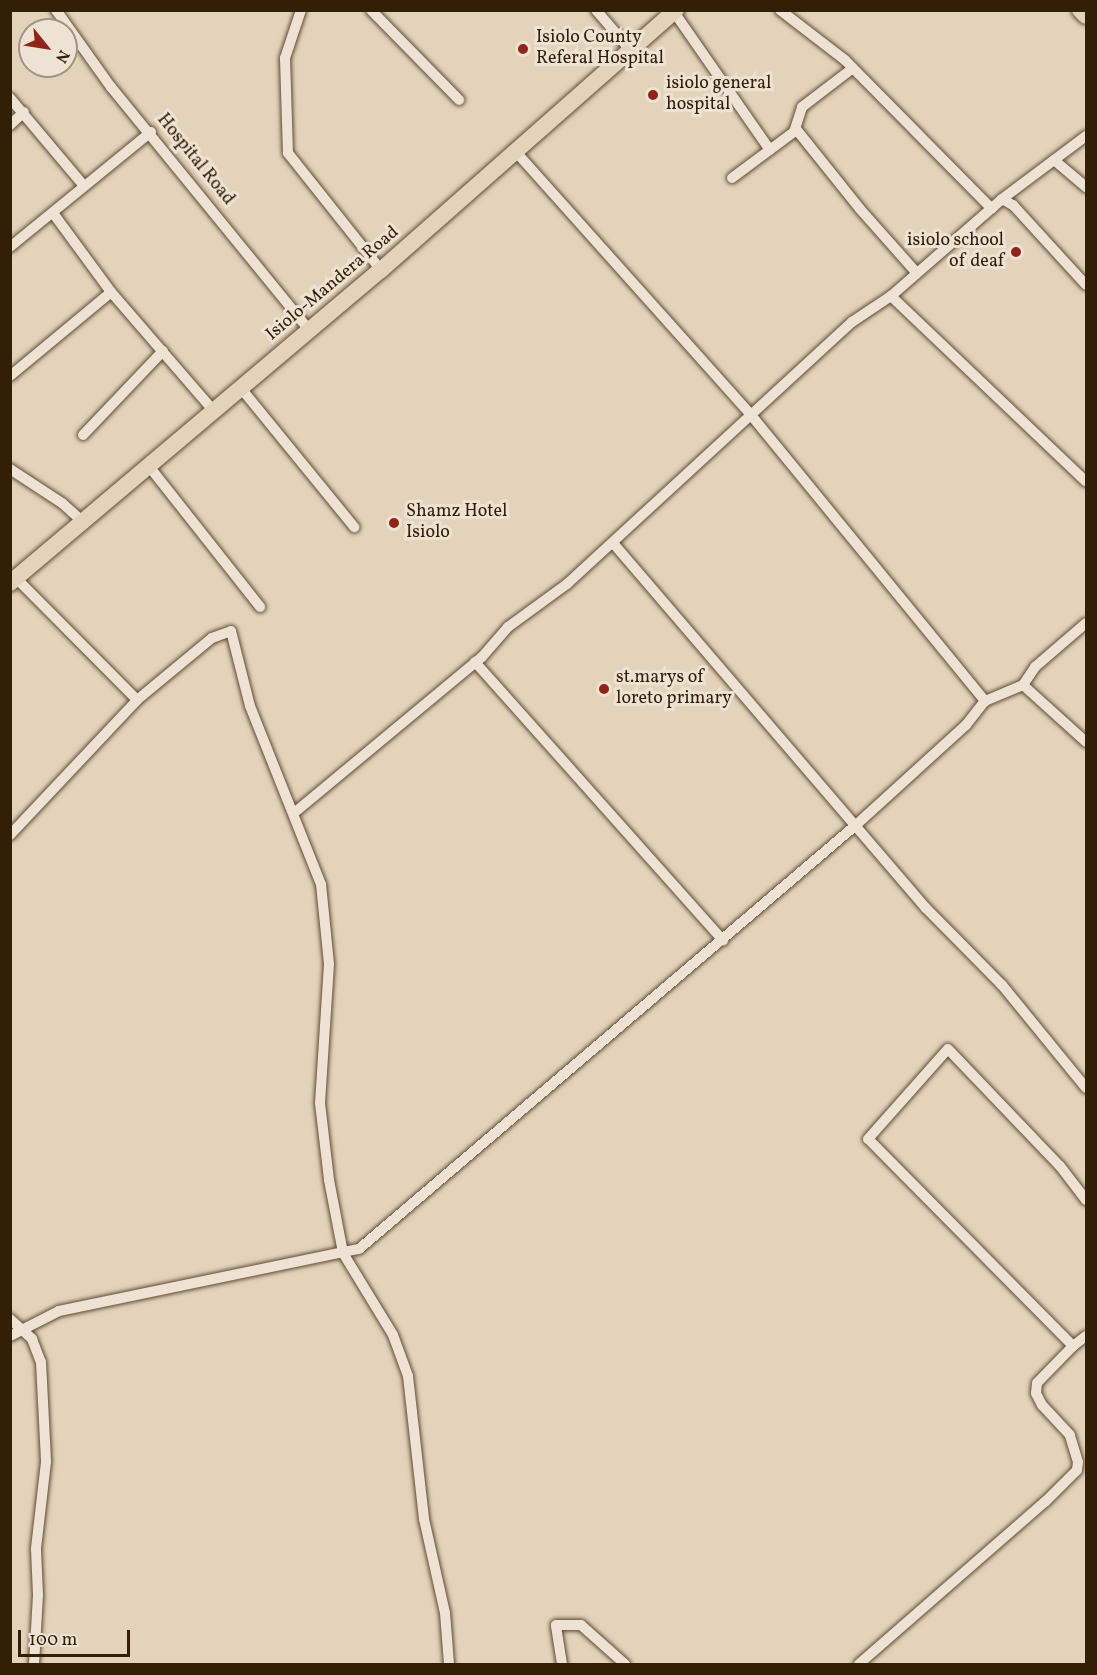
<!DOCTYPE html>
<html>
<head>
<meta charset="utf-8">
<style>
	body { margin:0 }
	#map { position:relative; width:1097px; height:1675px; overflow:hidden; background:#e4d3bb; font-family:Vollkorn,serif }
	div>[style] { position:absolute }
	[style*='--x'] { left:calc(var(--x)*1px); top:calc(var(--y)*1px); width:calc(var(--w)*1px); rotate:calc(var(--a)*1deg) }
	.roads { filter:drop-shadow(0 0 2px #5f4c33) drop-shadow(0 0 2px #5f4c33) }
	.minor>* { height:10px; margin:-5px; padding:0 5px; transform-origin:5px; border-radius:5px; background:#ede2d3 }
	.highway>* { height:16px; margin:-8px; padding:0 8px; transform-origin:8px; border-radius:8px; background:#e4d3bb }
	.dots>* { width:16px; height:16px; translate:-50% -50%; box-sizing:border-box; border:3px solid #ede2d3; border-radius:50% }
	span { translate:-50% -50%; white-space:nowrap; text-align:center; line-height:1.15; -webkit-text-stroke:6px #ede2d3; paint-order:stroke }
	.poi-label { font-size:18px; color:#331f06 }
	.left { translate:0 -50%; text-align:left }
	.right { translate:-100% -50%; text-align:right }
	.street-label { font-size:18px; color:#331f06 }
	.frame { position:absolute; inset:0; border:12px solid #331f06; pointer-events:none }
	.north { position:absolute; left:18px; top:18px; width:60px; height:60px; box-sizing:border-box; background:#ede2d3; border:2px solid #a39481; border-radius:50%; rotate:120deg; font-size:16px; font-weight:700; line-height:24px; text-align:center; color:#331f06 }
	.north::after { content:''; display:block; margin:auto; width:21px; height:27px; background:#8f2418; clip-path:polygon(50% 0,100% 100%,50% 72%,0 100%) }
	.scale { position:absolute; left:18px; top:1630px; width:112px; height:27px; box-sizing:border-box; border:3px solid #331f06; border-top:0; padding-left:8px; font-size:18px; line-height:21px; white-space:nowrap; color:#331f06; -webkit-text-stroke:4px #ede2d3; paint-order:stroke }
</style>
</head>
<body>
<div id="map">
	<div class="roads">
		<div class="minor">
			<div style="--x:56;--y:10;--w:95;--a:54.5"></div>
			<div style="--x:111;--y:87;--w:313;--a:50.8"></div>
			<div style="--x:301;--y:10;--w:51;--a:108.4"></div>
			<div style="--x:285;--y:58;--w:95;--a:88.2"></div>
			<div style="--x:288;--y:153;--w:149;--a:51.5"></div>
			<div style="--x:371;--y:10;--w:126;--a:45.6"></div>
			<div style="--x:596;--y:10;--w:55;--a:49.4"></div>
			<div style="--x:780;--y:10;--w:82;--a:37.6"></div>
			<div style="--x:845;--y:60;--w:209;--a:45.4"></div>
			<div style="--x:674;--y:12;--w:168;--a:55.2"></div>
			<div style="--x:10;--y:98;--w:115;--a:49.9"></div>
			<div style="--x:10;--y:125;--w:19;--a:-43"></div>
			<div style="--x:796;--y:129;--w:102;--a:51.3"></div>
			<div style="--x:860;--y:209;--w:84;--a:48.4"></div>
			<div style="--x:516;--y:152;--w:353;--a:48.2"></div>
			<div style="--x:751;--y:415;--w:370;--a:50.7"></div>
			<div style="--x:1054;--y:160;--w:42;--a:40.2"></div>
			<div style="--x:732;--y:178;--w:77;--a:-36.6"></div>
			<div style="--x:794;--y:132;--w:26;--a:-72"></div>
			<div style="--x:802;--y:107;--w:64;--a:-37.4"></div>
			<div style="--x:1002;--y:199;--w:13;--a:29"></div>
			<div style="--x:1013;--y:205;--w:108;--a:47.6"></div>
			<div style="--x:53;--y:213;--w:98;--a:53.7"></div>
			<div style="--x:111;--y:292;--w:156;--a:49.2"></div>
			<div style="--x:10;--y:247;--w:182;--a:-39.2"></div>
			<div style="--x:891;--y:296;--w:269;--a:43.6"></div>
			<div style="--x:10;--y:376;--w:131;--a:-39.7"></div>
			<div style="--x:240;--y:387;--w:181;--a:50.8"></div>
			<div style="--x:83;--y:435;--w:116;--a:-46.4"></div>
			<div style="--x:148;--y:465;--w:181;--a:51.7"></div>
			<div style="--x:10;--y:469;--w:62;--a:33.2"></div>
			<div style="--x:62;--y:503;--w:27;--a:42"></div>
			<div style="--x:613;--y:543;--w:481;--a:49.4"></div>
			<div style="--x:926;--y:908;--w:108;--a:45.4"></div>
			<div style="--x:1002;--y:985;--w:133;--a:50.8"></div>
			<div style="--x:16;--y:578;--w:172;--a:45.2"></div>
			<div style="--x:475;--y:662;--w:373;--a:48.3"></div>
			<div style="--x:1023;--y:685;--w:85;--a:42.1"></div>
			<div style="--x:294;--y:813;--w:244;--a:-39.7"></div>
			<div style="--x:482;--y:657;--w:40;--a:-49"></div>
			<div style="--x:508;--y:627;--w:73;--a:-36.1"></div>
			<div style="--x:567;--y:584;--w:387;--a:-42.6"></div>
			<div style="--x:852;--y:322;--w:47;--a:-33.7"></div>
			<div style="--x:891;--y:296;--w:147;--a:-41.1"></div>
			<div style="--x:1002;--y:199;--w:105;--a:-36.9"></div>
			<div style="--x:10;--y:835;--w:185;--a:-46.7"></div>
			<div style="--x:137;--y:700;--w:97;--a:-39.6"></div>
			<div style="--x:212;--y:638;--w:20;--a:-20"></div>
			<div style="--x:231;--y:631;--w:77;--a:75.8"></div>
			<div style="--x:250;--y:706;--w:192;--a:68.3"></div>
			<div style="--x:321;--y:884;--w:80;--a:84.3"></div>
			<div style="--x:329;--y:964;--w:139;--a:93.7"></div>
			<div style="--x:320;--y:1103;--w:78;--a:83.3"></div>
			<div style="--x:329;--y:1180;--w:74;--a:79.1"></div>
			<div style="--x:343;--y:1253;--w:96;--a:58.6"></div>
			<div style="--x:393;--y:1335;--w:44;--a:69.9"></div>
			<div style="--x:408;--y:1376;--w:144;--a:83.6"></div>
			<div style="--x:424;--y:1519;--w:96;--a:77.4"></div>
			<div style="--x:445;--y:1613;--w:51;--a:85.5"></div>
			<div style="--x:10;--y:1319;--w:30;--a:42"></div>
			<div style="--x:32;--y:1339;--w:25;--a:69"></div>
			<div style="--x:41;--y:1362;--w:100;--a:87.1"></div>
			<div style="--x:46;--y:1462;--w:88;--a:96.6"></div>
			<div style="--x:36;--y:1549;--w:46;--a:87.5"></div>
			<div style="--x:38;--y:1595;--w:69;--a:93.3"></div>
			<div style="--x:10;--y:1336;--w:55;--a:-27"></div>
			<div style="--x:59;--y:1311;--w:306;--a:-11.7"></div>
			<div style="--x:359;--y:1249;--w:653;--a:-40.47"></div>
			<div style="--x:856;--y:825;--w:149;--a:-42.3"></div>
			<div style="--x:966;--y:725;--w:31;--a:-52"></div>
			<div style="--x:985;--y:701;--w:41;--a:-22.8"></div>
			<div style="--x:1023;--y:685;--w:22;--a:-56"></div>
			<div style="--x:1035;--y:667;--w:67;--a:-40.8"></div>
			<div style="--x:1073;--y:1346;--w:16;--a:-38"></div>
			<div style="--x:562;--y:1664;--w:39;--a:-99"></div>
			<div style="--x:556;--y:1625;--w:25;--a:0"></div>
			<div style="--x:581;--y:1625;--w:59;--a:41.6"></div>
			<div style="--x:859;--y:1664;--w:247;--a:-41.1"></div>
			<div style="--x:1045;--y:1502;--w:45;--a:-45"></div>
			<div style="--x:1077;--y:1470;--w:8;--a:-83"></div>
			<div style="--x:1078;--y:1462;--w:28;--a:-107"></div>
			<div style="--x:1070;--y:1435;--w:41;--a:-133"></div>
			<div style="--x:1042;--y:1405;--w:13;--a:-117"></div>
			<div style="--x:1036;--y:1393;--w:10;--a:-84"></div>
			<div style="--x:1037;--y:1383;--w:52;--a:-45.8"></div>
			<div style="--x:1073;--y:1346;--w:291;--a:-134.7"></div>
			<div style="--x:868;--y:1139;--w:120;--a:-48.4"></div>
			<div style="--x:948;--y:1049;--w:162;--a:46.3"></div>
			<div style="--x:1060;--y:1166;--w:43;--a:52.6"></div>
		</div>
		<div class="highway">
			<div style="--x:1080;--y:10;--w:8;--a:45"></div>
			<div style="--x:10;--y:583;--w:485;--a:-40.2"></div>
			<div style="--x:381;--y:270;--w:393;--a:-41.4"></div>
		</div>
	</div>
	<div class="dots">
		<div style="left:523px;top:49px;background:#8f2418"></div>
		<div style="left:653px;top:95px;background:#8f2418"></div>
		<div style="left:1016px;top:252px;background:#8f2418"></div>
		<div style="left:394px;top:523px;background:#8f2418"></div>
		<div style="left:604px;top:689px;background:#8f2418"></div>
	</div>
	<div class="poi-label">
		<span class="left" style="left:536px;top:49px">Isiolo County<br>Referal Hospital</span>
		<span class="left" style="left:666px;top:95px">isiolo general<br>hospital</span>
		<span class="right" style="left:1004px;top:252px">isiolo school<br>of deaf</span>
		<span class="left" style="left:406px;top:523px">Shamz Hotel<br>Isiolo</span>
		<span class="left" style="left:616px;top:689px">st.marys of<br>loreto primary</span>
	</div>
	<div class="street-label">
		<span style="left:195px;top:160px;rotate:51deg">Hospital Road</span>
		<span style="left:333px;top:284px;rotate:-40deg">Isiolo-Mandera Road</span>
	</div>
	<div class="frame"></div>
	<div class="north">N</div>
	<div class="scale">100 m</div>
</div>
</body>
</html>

◆ ◆ ◆ ◆

PROBLEM TO SOLVE
All pictures are to be skipped; the lines from the first line of the records through the line containing "filter:drop-shadow(0 0 2px" are to be repeated exactly, both ends included.

WRITTEN RESPONSE
<!DOCTYPE html>
<html>
<head>
<meta charset="utf-8">
<style>
	body { margin:0 }
	#map { position:relative; width:1097px; height:1675px; overflow:hidden; background:#e4d3bb; font-family:Vollkorn,serif }
	div>[style] { position:absolute }
	[style*='--x'] { left:calc(var(--x)*1px); top:calc(var(--y)*1px); width:calc(var(--w)*1px); rotate:calc(var(--a)*1deg) }
	.roads { filter:drop-shadow(0 0 2px #5f4c33) drop-shadow(0 0 2px #5f4c33) }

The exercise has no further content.